◆ **What the task requires**: Go through the entries below and tally the lines holding "nowrap"; please reply with the number only.

◆ **Records for this exercise**:
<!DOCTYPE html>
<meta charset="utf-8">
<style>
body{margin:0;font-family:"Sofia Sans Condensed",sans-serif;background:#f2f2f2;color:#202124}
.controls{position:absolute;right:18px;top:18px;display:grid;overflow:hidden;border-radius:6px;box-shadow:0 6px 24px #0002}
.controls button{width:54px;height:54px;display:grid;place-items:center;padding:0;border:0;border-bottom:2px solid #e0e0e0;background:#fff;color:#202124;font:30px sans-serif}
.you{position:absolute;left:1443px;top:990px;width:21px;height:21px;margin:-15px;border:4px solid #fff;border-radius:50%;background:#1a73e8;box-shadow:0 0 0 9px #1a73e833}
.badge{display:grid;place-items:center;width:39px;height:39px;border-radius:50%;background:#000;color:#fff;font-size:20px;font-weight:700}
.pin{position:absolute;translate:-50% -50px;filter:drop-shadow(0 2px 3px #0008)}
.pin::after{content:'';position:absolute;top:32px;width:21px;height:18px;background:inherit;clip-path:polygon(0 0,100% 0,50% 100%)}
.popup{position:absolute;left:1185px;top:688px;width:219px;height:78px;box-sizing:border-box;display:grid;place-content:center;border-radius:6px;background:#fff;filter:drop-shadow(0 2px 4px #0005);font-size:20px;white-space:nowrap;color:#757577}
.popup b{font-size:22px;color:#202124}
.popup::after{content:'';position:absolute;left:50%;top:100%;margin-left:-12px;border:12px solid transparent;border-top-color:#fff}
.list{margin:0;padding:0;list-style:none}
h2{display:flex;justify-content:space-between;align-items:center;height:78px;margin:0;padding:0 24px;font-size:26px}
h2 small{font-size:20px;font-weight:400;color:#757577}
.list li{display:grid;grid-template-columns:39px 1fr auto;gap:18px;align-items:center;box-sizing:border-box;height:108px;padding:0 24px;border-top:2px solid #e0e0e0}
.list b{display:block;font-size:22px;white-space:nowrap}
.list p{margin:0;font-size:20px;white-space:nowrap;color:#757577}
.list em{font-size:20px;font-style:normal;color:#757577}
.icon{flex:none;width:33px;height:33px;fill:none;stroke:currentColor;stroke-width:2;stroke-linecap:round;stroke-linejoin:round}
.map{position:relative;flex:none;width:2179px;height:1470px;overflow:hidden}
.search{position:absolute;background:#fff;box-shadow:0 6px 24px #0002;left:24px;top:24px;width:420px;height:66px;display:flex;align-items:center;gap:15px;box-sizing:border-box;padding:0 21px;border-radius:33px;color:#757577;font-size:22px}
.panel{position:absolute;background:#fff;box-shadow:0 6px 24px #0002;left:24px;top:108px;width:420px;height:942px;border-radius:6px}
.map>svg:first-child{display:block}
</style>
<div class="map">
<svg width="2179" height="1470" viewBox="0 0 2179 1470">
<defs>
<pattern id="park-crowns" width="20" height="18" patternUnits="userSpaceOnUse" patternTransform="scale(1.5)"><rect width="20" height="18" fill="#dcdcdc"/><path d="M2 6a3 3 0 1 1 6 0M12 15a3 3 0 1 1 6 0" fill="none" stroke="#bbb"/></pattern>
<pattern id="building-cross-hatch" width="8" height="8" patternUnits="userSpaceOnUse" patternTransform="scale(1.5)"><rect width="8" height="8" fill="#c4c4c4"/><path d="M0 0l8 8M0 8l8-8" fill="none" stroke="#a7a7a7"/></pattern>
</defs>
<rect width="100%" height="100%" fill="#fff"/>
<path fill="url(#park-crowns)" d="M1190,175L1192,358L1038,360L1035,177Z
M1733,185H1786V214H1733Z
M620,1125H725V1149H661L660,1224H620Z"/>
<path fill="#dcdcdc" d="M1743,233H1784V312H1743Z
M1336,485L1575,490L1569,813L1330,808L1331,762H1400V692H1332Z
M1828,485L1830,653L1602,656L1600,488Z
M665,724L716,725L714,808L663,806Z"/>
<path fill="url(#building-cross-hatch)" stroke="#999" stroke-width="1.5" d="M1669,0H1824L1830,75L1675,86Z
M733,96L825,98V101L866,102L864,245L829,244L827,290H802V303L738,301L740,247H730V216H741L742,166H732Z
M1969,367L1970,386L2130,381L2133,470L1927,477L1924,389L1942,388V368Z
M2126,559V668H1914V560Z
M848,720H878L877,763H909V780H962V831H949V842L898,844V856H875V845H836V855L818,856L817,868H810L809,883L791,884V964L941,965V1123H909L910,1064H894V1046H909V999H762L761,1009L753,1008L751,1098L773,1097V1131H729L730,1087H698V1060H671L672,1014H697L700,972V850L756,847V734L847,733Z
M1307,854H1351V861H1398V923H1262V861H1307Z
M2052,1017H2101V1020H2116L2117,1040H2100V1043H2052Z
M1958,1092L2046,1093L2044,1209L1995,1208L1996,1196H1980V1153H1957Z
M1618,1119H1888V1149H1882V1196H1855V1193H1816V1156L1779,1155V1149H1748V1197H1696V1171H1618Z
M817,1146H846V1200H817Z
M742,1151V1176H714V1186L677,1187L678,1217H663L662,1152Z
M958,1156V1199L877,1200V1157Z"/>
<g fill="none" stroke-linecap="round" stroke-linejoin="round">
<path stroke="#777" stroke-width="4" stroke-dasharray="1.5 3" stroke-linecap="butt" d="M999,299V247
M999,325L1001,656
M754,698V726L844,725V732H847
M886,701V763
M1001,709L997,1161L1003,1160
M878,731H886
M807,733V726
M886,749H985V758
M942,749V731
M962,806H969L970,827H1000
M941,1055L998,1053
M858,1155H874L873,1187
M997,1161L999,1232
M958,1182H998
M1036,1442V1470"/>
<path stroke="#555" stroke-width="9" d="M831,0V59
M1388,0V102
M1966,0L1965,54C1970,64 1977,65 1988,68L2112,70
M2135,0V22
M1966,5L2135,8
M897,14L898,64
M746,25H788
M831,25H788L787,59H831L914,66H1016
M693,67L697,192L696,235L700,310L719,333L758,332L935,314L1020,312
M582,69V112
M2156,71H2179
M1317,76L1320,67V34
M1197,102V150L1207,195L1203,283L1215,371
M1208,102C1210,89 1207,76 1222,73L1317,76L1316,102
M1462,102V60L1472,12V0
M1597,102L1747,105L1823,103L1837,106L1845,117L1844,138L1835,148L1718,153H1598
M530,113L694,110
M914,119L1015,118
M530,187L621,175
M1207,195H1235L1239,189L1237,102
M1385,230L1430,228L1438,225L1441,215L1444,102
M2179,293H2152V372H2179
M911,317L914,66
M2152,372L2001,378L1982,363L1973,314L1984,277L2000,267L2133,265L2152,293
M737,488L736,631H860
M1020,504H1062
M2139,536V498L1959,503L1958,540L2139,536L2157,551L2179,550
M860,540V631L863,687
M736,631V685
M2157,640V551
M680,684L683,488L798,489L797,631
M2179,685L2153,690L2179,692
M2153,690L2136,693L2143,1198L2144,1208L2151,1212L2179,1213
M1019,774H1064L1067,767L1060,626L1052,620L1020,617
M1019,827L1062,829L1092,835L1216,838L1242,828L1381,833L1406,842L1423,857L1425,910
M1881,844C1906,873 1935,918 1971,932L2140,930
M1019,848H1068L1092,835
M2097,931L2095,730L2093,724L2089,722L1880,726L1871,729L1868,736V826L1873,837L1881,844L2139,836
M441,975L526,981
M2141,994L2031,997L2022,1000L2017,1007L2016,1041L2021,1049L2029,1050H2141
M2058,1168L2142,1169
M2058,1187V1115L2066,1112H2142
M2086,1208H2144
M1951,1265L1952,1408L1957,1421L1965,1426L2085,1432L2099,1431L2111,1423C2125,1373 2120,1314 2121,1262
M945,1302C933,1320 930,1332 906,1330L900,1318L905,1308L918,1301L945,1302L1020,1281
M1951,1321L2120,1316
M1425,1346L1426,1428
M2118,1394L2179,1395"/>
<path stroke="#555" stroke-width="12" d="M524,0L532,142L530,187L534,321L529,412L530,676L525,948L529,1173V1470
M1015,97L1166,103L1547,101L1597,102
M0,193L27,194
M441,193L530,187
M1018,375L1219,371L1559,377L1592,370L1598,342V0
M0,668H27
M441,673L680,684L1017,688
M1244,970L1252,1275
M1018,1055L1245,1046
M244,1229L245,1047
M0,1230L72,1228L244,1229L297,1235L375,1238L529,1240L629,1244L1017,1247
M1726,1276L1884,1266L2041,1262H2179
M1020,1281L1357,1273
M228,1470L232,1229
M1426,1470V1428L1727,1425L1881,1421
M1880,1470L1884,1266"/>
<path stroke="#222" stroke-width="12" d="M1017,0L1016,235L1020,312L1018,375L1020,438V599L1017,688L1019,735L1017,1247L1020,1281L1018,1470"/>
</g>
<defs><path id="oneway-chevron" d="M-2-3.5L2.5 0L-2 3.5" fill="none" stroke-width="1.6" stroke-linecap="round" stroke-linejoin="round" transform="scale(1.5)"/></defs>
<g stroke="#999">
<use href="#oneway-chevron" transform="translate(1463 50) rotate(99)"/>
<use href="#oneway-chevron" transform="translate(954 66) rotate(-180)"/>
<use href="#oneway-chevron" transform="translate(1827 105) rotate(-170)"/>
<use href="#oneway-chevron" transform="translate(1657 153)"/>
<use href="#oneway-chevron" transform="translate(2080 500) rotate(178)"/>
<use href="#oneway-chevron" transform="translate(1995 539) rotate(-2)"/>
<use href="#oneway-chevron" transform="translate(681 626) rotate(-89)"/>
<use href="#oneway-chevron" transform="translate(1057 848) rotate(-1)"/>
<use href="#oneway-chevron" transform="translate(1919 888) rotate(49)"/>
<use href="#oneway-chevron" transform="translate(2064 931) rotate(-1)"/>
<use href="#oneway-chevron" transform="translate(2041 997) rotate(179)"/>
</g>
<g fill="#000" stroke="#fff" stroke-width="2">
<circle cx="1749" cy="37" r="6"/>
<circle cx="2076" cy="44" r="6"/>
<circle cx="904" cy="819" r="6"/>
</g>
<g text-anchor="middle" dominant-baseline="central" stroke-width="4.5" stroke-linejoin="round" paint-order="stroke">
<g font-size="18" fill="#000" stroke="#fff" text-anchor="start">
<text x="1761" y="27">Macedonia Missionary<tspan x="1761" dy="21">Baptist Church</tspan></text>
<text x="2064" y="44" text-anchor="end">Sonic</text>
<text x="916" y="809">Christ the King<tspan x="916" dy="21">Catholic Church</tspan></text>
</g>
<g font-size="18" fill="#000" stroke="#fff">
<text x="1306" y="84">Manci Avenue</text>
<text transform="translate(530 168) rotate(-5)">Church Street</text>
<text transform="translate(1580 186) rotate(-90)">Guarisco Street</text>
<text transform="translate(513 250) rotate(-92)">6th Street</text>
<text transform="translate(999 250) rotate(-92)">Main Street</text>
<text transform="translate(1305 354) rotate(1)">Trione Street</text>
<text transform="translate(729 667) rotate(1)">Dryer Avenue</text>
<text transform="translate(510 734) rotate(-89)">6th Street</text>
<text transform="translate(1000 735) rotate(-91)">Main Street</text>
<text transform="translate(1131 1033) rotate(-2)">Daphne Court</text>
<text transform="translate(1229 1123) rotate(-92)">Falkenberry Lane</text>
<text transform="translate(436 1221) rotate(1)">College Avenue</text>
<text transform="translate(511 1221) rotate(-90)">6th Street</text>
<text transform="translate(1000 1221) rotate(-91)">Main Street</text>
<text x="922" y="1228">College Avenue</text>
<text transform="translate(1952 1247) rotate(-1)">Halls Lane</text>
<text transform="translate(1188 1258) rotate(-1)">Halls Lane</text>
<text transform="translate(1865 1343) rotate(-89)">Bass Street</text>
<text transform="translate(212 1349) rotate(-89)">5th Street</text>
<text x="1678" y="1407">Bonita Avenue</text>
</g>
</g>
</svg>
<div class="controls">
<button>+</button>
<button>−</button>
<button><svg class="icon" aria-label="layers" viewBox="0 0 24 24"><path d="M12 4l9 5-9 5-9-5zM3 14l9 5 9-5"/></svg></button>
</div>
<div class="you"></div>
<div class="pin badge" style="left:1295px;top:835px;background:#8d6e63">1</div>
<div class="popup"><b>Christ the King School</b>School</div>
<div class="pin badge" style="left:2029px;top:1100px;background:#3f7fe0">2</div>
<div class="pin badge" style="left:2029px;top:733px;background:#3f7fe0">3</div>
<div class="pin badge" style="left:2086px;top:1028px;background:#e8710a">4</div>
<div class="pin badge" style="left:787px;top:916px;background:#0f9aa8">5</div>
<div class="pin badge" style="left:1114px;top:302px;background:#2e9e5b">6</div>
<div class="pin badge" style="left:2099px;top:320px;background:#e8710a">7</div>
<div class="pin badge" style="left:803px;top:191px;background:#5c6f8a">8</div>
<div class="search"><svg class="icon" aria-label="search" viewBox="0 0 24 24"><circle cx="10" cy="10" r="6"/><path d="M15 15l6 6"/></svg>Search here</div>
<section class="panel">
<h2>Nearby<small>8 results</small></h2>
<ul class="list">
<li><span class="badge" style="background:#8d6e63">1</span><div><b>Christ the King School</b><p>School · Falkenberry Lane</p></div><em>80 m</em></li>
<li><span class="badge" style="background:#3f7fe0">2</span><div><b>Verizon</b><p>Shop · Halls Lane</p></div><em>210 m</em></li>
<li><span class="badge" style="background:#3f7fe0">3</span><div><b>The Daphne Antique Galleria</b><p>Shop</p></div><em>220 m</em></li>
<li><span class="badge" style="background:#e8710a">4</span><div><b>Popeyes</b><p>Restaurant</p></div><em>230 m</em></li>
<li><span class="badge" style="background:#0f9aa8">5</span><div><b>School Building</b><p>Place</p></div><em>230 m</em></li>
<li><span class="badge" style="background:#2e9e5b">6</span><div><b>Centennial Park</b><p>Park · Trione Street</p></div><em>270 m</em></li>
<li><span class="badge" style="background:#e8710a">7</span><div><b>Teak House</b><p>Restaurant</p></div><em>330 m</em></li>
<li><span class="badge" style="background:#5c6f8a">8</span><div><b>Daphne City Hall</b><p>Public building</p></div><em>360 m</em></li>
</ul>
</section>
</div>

◆ **Written response**: 3